* **Description of the task**: Every line with "casing" in it must be copied from the data.

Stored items

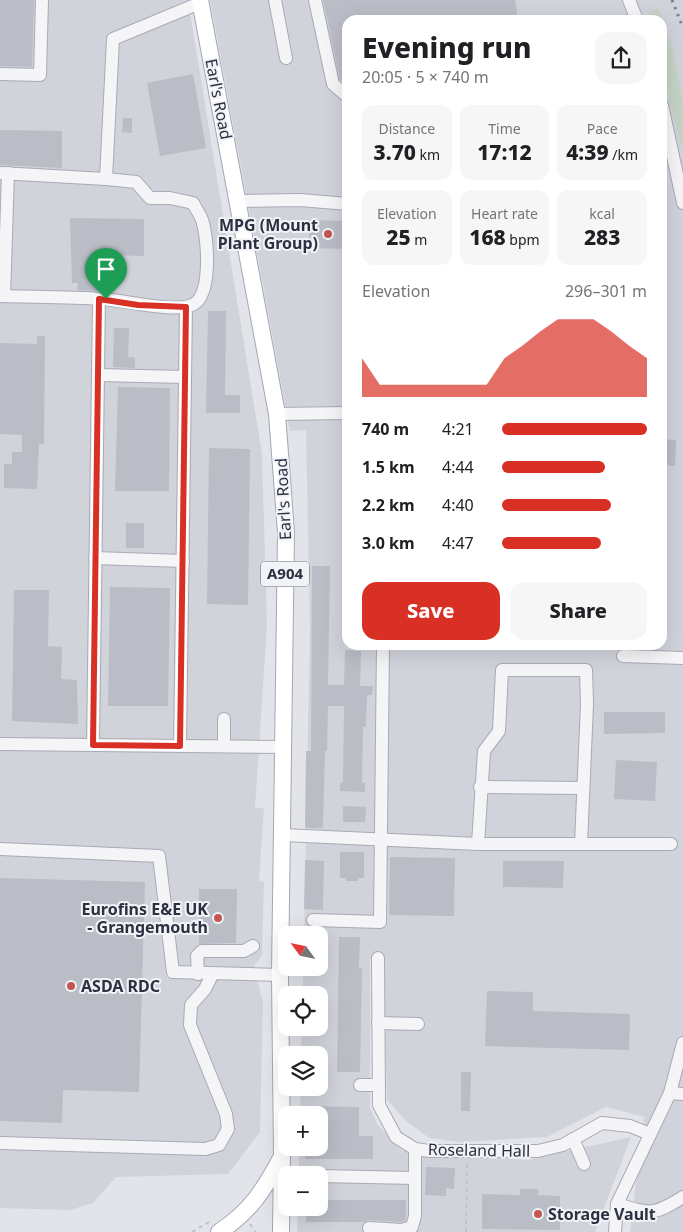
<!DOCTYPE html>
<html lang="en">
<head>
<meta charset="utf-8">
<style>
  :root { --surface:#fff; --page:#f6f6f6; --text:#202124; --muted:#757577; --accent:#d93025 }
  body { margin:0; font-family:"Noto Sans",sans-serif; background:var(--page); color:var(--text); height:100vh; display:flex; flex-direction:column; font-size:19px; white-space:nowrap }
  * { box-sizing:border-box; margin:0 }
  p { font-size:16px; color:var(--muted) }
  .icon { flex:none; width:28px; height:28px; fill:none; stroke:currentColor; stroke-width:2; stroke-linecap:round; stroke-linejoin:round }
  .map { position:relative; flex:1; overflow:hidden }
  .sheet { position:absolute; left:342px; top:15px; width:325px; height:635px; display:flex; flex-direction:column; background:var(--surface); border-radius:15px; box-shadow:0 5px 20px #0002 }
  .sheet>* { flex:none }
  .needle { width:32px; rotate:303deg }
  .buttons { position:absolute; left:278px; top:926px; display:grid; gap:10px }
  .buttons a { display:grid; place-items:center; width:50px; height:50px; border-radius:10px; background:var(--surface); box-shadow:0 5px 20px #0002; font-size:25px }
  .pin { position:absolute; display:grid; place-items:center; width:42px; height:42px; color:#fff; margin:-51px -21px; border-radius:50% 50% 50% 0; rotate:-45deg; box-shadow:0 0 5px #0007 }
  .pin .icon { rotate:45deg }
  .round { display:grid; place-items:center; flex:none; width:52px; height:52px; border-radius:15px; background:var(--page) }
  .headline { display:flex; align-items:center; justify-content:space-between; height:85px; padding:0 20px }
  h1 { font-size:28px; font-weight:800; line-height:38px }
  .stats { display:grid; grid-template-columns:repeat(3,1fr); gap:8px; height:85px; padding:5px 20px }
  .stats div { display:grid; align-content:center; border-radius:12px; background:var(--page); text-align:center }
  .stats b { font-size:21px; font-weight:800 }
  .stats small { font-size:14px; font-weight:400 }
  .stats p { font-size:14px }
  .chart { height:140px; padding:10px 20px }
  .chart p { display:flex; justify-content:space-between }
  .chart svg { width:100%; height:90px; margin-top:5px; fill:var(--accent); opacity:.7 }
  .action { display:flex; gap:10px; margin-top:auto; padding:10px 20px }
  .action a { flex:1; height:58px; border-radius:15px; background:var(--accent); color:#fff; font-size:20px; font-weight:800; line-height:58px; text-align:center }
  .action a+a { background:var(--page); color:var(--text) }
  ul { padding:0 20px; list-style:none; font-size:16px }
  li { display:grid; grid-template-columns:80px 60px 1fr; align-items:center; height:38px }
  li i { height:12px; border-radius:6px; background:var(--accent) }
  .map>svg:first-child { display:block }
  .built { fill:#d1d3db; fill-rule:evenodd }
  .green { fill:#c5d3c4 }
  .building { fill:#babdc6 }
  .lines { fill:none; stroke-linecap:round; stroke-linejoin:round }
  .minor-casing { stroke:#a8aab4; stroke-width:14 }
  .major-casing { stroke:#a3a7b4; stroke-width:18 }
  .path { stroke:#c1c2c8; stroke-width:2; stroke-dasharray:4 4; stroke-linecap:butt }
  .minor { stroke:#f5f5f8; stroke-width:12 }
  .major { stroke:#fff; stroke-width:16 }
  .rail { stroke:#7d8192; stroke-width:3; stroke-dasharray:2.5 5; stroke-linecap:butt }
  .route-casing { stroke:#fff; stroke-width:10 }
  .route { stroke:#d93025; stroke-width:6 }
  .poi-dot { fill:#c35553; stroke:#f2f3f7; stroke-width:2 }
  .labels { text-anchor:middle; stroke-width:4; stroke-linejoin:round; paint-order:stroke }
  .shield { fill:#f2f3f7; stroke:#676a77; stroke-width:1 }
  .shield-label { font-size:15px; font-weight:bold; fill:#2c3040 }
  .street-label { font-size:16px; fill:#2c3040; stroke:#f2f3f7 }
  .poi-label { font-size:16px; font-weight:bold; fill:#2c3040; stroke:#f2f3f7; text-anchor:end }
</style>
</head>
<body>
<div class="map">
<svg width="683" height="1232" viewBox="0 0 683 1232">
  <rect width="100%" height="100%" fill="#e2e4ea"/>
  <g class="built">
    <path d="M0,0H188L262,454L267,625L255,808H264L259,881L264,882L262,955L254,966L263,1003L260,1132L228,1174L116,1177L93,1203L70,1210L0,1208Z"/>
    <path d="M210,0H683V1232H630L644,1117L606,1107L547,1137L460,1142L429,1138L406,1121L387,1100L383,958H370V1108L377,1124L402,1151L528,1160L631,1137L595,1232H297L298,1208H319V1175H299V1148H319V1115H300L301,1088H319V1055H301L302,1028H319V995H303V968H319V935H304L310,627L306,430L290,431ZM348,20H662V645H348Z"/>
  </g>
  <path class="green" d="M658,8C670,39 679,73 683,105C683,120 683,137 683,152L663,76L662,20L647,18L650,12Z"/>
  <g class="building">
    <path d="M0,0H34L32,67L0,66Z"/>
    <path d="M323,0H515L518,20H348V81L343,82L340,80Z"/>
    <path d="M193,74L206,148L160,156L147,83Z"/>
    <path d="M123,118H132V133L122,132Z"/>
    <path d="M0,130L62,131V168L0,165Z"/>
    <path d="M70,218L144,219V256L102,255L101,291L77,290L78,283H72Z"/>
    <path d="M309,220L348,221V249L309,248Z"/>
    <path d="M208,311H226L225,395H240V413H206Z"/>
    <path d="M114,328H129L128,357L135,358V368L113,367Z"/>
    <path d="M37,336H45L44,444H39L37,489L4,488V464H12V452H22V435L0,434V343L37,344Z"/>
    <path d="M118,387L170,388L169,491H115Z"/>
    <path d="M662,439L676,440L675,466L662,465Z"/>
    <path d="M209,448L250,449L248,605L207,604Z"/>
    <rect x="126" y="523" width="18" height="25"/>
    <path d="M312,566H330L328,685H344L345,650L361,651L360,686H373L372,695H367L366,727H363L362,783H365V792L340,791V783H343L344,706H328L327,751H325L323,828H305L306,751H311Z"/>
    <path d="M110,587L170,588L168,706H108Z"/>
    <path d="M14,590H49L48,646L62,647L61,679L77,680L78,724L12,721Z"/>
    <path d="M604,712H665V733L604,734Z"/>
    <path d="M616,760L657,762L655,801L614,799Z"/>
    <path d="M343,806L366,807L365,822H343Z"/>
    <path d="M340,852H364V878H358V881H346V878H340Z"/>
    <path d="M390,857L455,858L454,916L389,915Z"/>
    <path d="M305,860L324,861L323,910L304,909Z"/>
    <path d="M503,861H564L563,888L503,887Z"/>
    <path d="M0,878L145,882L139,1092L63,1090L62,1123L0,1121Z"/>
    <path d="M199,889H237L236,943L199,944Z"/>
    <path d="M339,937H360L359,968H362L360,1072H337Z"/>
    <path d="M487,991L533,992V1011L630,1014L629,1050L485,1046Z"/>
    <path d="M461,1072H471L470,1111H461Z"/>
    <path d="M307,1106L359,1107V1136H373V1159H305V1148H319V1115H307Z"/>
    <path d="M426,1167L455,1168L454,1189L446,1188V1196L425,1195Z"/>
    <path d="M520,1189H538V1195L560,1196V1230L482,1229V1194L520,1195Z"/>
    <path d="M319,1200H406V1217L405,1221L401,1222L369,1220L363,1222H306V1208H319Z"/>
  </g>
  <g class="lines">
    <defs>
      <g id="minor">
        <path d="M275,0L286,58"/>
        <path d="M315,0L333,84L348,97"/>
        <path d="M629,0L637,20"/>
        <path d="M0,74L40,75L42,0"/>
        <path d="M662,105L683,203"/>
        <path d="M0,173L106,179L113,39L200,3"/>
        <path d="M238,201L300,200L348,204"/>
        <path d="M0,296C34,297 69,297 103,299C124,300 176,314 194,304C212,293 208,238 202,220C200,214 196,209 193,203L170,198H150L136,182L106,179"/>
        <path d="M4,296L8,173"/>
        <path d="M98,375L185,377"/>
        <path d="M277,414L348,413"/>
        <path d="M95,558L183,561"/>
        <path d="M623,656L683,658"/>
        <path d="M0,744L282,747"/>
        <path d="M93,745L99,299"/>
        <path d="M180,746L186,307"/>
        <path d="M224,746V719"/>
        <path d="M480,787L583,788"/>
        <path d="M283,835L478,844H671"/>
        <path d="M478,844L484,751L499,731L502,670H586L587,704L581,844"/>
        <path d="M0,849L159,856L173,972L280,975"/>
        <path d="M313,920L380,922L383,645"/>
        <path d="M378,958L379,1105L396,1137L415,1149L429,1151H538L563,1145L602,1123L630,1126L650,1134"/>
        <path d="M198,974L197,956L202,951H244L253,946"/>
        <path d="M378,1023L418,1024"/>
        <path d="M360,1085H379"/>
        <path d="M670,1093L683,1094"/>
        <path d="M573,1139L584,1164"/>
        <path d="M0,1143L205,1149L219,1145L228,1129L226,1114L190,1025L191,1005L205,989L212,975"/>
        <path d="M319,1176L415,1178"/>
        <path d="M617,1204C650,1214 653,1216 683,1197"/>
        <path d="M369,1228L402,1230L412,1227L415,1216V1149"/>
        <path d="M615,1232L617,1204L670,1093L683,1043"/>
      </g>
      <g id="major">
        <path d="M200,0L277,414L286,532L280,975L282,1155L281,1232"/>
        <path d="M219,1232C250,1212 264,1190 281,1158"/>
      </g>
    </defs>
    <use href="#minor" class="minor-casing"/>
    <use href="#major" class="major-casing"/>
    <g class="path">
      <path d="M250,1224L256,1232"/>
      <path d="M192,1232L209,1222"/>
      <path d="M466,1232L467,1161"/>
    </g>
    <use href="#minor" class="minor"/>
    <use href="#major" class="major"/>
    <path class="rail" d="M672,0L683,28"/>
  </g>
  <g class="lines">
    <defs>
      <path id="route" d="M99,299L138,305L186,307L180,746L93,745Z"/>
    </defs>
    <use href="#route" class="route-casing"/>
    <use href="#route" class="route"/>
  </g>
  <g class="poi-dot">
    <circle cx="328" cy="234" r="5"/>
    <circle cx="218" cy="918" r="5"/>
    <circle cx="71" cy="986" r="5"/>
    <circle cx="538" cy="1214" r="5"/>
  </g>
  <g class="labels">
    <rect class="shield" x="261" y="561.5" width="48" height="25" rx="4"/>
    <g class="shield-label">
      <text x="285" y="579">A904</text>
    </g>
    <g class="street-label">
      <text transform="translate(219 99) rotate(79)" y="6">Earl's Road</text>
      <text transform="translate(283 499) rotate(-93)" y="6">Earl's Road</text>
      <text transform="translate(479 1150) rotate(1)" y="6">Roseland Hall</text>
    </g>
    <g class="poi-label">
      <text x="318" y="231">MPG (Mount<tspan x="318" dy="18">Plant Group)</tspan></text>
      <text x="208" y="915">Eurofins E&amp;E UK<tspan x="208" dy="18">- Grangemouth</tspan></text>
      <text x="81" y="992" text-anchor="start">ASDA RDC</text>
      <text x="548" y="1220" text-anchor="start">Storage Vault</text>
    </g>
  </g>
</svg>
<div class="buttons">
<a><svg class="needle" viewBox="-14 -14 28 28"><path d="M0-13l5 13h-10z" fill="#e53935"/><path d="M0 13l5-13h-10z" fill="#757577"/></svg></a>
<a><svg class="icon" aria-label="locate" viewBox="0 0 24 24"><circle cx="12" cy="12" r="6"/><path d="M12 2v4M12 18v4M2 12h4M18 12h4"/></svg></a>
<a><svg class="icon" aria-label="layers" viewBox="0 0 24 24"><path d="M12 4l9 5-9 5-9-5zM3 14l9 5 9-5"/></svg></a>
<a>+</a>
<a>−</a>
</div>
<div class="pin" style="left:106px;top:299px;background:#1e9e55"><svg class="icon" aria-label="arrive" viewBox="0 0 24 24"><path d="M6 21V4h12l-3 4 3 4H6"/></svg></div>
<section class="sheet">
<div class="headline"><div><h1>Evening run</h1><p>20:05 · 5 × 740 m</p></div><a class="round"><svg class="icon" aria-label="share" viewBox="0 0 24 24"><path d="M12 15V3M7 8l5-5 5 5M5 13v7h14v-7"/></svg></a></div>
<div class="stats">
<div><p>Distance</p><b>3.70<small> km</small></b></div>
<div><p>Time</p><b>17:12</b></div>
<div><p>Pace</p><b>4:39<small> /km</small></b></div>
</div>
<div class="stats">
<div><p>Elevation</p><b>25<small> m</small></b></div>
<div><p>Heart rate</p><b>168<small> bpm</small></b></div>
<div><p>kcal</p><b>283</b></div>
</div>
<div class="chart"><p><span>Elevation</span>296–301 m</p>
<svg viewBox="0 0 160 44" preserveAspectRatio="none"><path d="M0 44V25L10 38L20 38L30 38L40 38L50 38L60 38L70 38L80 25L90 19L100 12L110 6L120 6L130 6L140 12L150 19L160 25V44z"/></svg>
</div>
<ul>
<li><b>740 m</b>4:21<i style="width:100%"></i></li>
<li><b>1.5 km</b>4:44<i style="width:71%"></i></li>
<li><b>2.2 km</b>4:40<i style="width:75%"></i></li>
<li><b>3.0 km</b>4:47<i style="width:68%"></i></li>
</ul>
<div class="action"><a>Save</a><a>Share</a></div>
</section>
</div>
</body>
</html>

* **Answer**:
  .minor-casing { stroke:#a8aab4; stroke-width:14 }
  .major-casing { stroke:#a3a7b4; stroke-width:18 }
  .route-casing { stroke:#fff; stroke-width:10 }
    <use href="#minor" class="minor-casing"/>
    <use href="#major" class="major-casing"/>
    <use href="#route" class="route-casing"/>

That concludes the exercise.